I just got bought this book. It is a pleasant surprise. I have just started this chapter, after perusing the Table of Contents, it is where I started. Go figure, eh David, and others🙂.

It is interesting, but I am still reading it and will comment more after actually, really reading it. 🙂
 

Opal

Well-known member
“Is it possible that the names assigned early in the Age of Aries to the constellations along the ecliptic were derived from the signs, not the other way around? It was the Signs, not the constellations, that measured human day-to-day experience with Earth’s changing seasons from time immemorial.”

Nice concept.

Lantero quotes Dane Rudhyar, and many other “not considered to be” astrological writers.
 

Opal

Well-known member
Funny. On the next page she discusses Glastonbury. I bought 3 books in Vancouver. One was this on Chiron, and the Ages. One other caught my eye, Glastonbury, and it connections to the Ages, of course. Funny how the Cosmos works.

If you are in Vancouver, in one block there are 2 fabulous bookstores, one used books, one new. Kestrel and Banyen.
 

waybread

Well-known member
“Is it possible that the names assigned early in the Age of Aries to the constellations along the ecliptic were derived from the signs, not the other way around? It was the Signs, not the constellations, that measured human day-to-day experience with Earth’s changing seasons from time immemorial.”

Nice concept.

Lantero quotes Dane Rudhyar, and many other “not considered to be” astrological writers.

The history of astronomy/astrology indicates that the Babylonians invented 12 30-degree signs around 500 BCE to make it easier to predict eclipses, which were a cornerstone of their mundane astrology. Their constellations existed long before that. Because the constellations are of varying widths around the ecliptic, it was hard to coordinate them with predicting precise eclipse locations.

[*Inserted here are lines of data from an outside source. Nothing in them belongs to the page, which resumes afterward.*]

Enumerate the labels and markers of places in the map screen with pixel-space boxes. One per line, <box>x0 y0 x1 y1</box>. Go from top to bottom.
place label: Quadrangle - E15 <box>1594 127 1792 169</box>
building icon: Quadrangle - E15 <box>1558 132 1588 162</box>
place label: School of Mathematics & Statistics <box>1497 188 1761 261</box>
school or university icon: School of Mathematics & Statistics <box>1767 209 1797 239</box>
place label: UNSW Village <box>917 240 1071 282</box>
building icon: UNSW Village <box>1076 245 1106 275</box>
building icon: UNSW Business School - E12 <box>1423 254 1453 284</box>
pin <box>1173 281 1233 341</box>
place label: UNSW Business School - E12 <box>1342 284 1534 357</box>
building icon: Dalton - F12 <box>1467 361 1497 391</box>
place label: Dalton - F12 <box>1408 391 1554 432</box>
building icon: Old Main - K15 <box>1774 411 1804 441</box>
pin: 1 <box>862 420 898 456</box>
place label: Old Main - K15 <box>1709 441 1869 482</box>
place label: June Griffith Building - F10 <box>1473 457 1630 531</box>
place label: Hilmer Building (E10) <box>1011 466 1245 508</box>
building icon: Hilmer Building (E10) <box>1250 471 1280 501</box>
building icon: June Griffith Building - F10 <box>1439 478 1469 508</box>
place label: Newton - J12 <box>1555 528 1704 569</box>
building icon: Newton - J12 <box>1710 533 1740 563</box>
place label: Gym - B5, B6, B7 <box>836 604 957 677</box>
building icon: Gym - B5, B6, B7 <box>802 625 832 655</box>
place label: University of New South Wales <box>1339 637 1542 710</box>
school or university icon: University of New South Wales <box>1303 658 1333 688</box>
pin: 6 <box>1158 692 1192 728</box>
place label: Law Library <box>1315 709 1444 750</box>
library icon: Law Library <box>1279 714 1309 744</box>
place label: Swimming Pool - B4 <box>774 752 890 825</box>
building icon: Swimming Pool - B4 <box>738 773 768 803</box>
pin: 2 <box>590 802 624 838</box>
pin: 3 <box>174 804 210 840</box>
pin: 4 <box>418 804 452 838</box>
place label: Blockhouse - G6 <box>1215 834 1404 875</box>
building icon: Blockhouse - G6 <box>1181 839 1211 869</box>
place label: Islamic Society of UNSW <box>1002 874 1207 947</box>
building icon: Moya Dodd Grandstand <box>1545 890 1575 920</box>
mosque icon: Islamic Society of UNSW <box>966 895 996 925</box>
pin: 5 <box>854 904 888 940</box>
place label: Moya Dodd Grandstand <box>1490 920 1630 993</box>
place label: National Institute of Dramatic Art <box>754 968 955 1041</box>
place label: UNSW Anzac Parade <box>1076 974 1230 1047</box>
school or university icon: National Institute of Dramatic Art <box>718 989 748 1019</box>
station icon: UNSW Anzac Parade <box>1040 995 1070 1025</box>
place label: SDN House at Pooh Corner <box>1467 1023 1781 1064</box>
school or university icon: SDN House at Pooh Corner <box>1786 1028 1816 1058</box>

https://en.wikipedia.org/wiki/Sexagesimal

The Babylonians' sexagesimal (base 60) is the foundation of our systems of:

60 seconds in a minute, 60 minutes in an hour, 24 hours in a day.

360 degrees in a horoscope and compass

earth's latitude and longitude, with degrees divided into minutes and seconds

Some good sources on Babylonian astrology are Gavin White, Babylonian Star Lore; and Francesca Rochberg, The Heavenly Writing.

Further, the author you cite is mistaken about how ancient people used the night sky as a giant celestial calendar. The rising and setting of significant stars, asterisms, and constellations were used to predict agricultural seasons, the Nile floods, and the opening and closing of the Mediterranean Sea shipping season. The Pleiades were especially important markers. See Hesiod, Works and Days, Aratus, Phaenomena; https://en.wikipedia.org/wiki/Egyptian_astronomy.

We get a hint of a tropical zodiac with the ancient significance of solstices, equinoxes, and their interstitial points. But these give us a four- or eight-part zodiac, not a 12-part division.

Ditto on Banyan Books in Vancouver, BTW!
 
Last edited:

Opal

Well-known member
Yes, the Babylonian’s were well known and still are for their advanced knowledge in astrology.

But, I don’t think they were first. I think they too, learned from past writings, that were, like we now see, the Nag Hamadi’s.

Check out Kestrel Books next time you are in Vancouver, go there before you go to Banyen Books. You will be pleased. 1/2 a block away, same side of the road same block.

I will check out the books you recommended. But, I do believe the knowledge has been passed down for, ages, and ages. 🙂
 

waybread

Well-known member
The Sumerians (4500-1900 BCE) are the first known people to use astrology as the study of the heavens and their influence on human affairs. Ancient Egyptians also had a lot of star lore, used as a celestial calendar.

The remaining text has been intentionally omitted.